Bowie was a key sound of my university days, I remember playing Ziggy Stardust, on a very stretchy and distorted tape, but nonetheless at full volume on the day I finished my first year exams. Last day living in Halls, the final day of being protected by parents or the college authorities. From tomorrow I had to be responsible, but today ... Eighteen months later the subtle introspection of Low was the (stretchy, wearing thin) tape of choice for writing up my dissertation (A Comparative Analysis of Prehistoric Burial Practices in the Irish Sea Context) which was really just an excuse to a spend another summer on the Isle of Man. 

That was 1987, so I was only a decade late! I skipped his output from the 80s, although I did buy Let's Dance later on - it was fun, poppy, light and to a left leaning student it somehow seemed like a betrayal or sell-out.
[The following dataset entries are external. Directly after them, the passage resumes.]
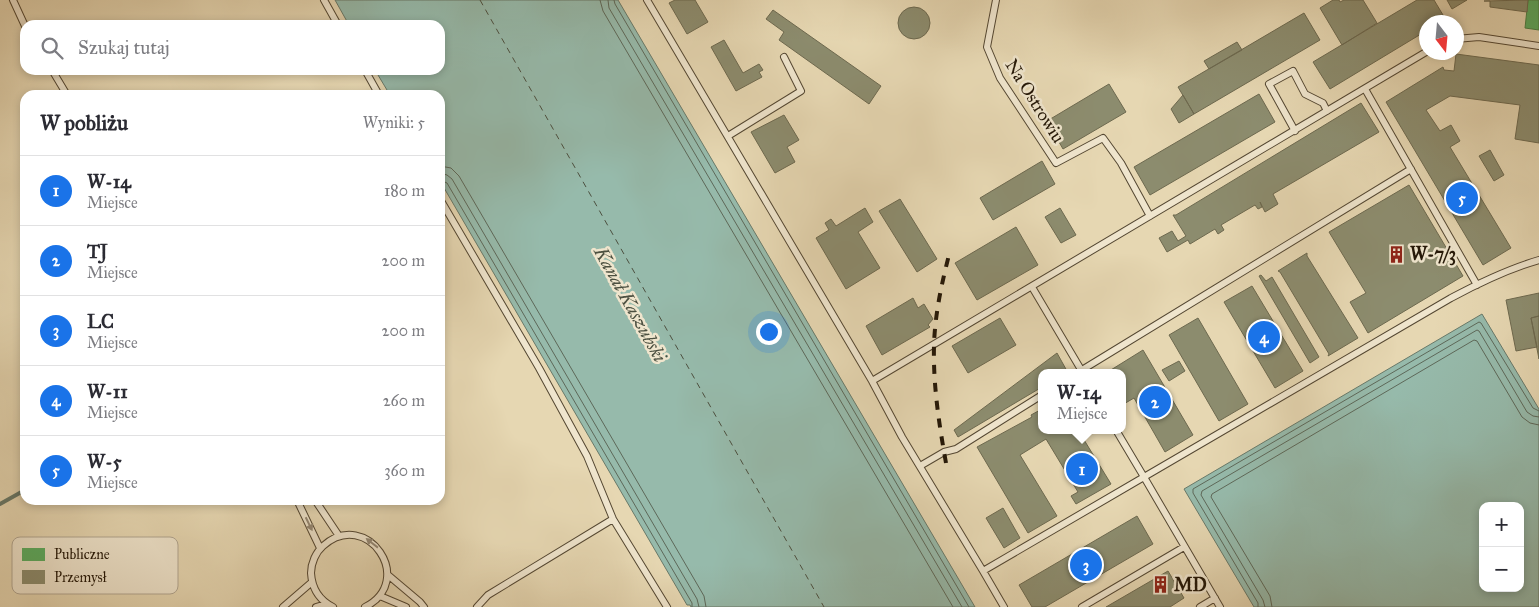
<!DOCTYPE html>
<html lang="pl">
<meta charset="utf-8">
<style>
:root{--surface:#fff;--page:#f2f2f3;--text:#2b2b33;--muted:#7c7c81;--line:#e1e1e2;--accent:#1a73e8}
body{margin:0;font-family:"IM FELL Great Primer",serif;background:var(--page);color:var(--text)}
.controls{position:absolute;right:15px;bottom:15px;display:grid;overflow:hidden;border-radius:10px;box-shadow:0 2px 8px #0003}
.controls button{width:45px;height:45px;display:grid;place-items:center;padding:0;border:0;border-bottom:1px solid var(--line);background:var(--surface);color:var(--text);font:25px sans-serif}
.compass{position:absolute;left:1419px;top:15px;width:45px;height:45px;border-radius:50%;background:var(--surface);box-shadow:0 2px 8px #0003;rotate:164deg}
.you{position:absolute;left:768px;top:331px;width:18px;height:18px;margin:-12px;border:4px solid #fff;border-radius:50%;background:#1a73e8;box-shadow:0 0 0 8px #1a73e833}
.badge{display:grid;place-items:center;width:32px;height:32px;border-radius:50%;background:var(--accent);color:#fff;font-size:16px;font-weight:700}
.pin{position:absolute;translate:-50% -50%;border:2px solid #fff;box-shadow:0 1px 5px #0006}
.popup{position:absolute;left:1038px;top:369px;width:88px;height:65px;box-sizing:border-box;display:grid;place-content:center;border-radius:10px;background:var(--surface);filter:drop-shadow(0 1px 4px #0005);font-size:16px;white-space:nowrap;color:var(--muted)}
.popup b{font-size:19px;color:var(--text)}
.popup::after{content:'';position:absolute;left:50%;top:100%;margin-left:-10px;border:10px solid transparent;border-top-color:var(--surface)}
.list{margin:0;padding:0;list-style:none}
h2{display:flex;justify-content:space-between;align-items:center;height:65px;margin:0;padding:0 20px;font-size:21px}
h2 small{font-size:16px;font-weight:400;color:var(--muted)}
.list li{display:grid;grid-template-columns:32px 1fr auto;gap:15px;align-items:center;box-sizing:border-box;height:70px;padding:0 20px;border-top:1px solid var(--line)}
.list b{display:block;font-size:19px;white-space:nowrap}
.list p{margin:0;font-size:16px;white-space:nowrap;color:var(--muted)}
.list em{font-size:16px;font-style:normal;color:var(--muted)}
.icon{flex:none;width:28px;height:28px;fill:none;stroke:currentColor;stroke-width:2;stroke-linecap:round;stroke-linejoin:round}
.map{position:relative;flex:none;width:1539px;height:607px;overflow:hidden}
.search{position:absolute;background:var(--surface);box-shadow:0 2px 8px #0003;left:20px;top:20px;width:425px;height:55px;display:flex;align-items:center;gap:12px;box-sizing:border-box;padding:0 18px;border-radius:15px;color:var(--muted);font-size:19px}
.panel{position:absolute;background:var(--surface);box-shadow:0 2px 8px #0003;left:20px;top:90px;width:425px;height:415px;border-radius:15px}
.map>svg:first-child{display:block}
.water{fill:#96baab;stroke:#687969;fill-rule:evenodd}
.public{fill:#5aae61;stroke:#4a8146}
.industry{fill:#8c8c6e;stroke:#6d694f}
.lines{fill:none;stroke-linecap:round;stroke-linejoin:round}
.shore{stroke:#5d6859;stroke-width:1}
.stream{stroke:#687969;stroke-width:4}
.ferry{stroke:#4c5040;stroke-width:1;stroke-dasharray:6 5;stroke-linecap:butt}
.service-casing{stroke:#544732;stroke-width:8}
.service{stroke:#efe5cd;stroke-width:6}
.rail{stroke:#241707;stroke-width:4;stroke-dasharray:9 9;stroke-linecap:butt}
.oneway{fill:#948874}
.labels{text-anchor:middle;stroke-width:5;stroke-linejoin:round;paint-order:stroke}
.street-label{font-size:18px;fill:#241707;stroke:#efe5cd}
.poi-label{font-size:18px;font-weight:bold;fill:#241707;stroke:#efe5cd;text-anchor:start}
.water-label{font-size:19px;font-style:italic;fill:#4c5040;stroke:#efe5cd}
.key{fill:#efe5cd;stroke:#b2a792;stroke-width:1}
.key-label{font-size:14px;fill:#241707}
</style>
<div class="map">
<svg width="1539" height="607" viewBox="0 0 1539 607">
<rect width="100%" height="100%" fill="#e6d7b2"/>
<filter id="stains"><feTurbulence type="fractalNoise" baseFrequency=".004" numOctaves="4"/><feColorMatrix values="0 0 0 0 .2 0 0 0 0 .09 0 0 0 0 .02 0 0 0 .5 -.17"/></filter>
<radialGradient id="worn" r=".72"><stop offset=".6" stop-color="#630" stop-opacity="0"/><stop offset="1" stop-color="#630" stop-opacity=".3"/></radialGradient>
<path class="water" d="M335 0H618L975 607H691L690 605H687L440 181V95H390L375 70H440V25H349Z
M1482 314 1539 409V607H1254L1184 489ZM1483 506H1520V588H1483Z"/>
<path class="public" d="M1528 0H1539V30L1525 28Z"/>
<path class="industry" d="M675 0H695L708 22 687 34 669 3Z
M1333 0H1339L1340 2 1344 0H1363L1377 23 1342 45 1320 8Z
M1417 0H1434L1446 20 1441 22H1426V31L1330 89 1313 62Z
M1447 0H1467L1452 9Z
M1528 0 1527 12 1490 7V1H1484Z
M898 23a16 16 0 1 1 32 0a16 16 0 1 1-32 0Z
M773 10 881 86 869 104 779 40 784 32 766 19Z
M1304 13 1320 40 1194 114 1178 87Z
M724 40 743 73 759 64 763 70 759 72 762 77 736 91 711 47Z
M1237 42 1242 50 1209 69 1204 61Z
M1456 54 1539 65V143L1515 139 1520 105 1450 96 1426 110 1440 131 1451 125 1460 141 1450 147 1511 248 1483 265 1386 102 1443 67 1444 70 1454 71Z
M1109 84 1126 112 1063 149 1047 121Z
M1259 94 1275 122 1150 195 1134 167Z
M1183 95 1194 114 1179 123 1171 109Z
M1361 103 1379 132 1273 194 1278 204 1265 212 1260 202 1262 207 1258 209 1255 205 1221 225 1224 230 1218 234 1215 229 1190 244 1188 240 1167 252 1159 238 1172 231 1178 241 1186 236 1173 215H1176Z
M784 115 799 140 787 147 795 162 775 173 751 132Z
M1490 150 1504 175 1494 181 1479 156Z
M1042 161 1055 184 993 220 980 198Z
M1409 185 1463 276 1368 333 1350 302 1366 293 1329 232Z
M900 199 937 259 917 272 879 211Z
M865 208 873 222 858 232 880 268 846 289 816 238 829 230 825 223 831 219 836 226Z
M1060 208 1076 235 1061 243 1045 217Z
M1016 227 1038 265 977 300 955 263Z
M1307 253V256L1358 338 1328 356 1329 354 1280 272 1278 271Z
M1261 275 1266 281 1272 277 1319 357 1310 363 1259 276Z
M1252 286 1303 371 1275 388 1224 302Z
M1539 293V316L1531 318 1537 347 1516 351 1506 300Z
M913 298 918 308 924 304 933 319 928 325 930 327 882 355 866 326Z
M1539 316V359L1531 318Z
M1000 318 1016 345 968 373 952 346Z
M1198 318 1248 404 1219 421 1169 335Z
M1143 350 1193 435 1165 452 1134 398 1122 405V373H1106Z
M1057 353 1067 371 1065 373H1042V387L958 437 954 430Z
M1179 361 1185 371 1169 381 1162 370Z
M1042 409V430H1078L1111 484 1076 504 1071 496 1078 492 1046 439 1020 455 1057 516 1028 533 977 447 1032 417 1031 415Z
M1003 508 1020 538 1004 548 986 518Z
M1137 516 1153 544 1045 607H1032L1019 585Z
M1168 571 1184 598 1170 607H1106Z"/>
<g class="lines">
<path class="shore" d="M600 0 603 11 953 607
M608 0 609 8 962 607
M614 0 615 4 969 607
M440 166 451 168 459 176 704 596 706 607
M440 173 447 175 452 179 697 599 699 607
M440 180 447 183 692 603V607
M1258 607V603L1193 493V489L1479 322 1481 323 1533 408 1539 411
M1265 607 1263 600 1201 495 1202 491 1477 330 1479 331 1527 412 1533 416 1539 417
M1272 607 1270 596 1211 497 1212 494 1474 340 1477 341 1522 417 1530 423 1539 425"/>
<path class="stream" d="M0 504 25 490"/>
<path class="ferry" d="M480 0 824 607"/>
<defs>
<path id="service" d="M13 0 25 26
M324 0 338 25
M647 0 872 381 902 437 983 571
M996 0 987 47 1000 78 1056 163 1103 138 1121 163 1150 216
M1456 39 1479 37 1539 46
M52 70 67 95
M365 70 379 95
M1365 89 1477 285
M1295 131 1269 84 1293 71 1305 94 1323 103 1327 111
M728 136 801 91 784 57
M440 199 539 368 587 456 613 519 667 607
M1032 287 1083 373
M1077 373 1411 169
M872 381 1426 52
M1116 430 1144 477 1451 298C1479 283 1508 269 1539 260
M920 466 944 452 956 449 1042 395
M297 500 320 548
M315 500 339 536
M388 575 420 602 424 607
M380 596 406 607
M283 607 312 582
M316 607 326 604
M333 607C319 600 312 589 311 573 311 563 316 552 323 546 367 507 417 581 365 607
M477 607 488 595 613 519
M1004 607 983 571 1144 477 1220 607
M1082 607 1184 547
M1200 607 1215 598"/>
</defs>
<use href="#service" class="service-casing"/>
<use href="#service" class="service"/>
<path class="rail" d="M946 463C939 424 933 385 934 345 935 313 942 282 950 251"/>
</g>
<defs><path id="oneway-solid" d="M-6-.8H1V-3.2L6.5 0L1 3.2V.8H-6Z" transform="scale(1.25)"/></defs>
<g class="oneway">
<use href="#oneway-solid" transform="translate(309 524) rotate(64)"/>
<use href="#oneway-solid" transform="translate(372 543) rotate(-142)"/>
</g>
<defs>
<symbol id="building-bare" viewBox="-9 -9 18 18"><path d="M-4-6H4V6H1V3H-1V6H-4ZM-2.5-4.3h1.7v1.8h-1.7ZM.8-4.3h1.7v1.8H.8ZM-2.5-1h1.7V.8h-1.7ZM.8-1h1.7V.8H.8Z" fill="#8f2418" stroke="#efe5cd" stroke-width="2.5" paint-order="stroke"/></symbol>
</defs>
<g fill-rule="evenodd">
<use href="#building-bare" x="1384" y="242" width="25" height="25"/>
<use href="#building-bare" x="1148" y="572" width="25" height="25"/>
</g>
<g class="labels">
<g class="street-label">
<text transform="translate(1035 101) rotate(58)" y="6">Na Ostrowiu</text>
</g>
<g class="poi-label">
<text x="1410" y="260">W-7/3</text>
<text x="1174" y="591">MD</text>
</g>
<g class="water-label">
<text transform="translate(631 304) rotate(61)" y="7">Kanał Kaszubski</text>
</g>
</g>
<rect x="12" y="537" width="166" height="57" rx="8" class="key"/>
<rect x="22" y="548" width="23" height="13" fill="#5aae61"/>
<rect x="22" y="570" width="23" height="14" fill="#8c8c6e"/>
<g class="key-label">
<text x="54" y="559">Publiczne</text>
<text x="54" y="582">Przemysł</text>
</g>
<rect width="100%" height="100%" filter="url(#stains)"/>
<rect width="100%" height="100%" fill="url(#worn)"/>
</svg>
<div class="controls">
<button>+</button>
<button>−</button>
</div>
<svg class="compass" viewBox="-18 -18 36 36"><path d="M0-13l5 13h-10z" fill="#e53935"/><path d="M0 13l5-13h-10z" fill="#7c7c81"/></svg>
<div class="you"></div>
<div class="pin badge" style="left:1082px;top:469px">1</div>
<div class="popup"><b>W-14</b>Miejsce</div>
<div class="pin badge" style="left:1155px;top:402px">2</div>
<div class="pin badge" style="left:1086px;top:565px">3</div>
<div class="pin badge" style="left:1264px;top:337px">4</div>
<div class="pin badge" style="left:1462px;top:198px">5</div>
<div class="search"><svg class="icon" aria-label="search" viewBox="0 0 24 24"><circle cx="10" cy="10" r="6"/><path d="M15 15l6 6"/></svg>Szukaj tutaj</div>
<section class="panel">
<h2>W pobliżu<small>Wyniki: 5</small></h2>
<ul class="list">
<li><span class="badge">1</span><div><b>W-14</b><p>Miejsce</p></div><em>180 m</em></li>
<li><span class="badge">2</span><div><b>TJ</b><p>Miejsce</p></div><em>200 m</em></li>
<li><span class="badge">3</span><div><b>LC</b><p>Miejsce</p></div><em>200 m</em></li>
<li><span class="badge">4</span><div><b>W-11</b><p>Miejsce</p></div><em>260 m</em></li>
<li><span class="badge">5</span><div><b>W-5</b><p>Miejsce</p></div><em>360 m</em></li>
</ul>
</section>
</div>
I stuck to the back catalogue.

In the nineties somehow I didn't buy much contemporary music, discovering a real passion for jazz and continuing an exploration of late twentieth century classical music. And then we hit the early twenty-first century, the World changed and Heathen appeared. But I've lost my copy and cannot recall much about it. Much the same can be said for Reality, with only Looking for Water being easy to call to mind unprompted.

So now I wait for Blackstar - I wish I'd been tempted to watch some of the videos and excerpts that were out there on Friday as the shock of his death may have been less. Monday was perhaps the first time in a year I hadn't had a quick check of the nows before going out, but pre-breakfast blood tests put a premium on hurry rather than digesting the morning's depressing stories from around the world.

Maybe it isn't true? Just another reinvention.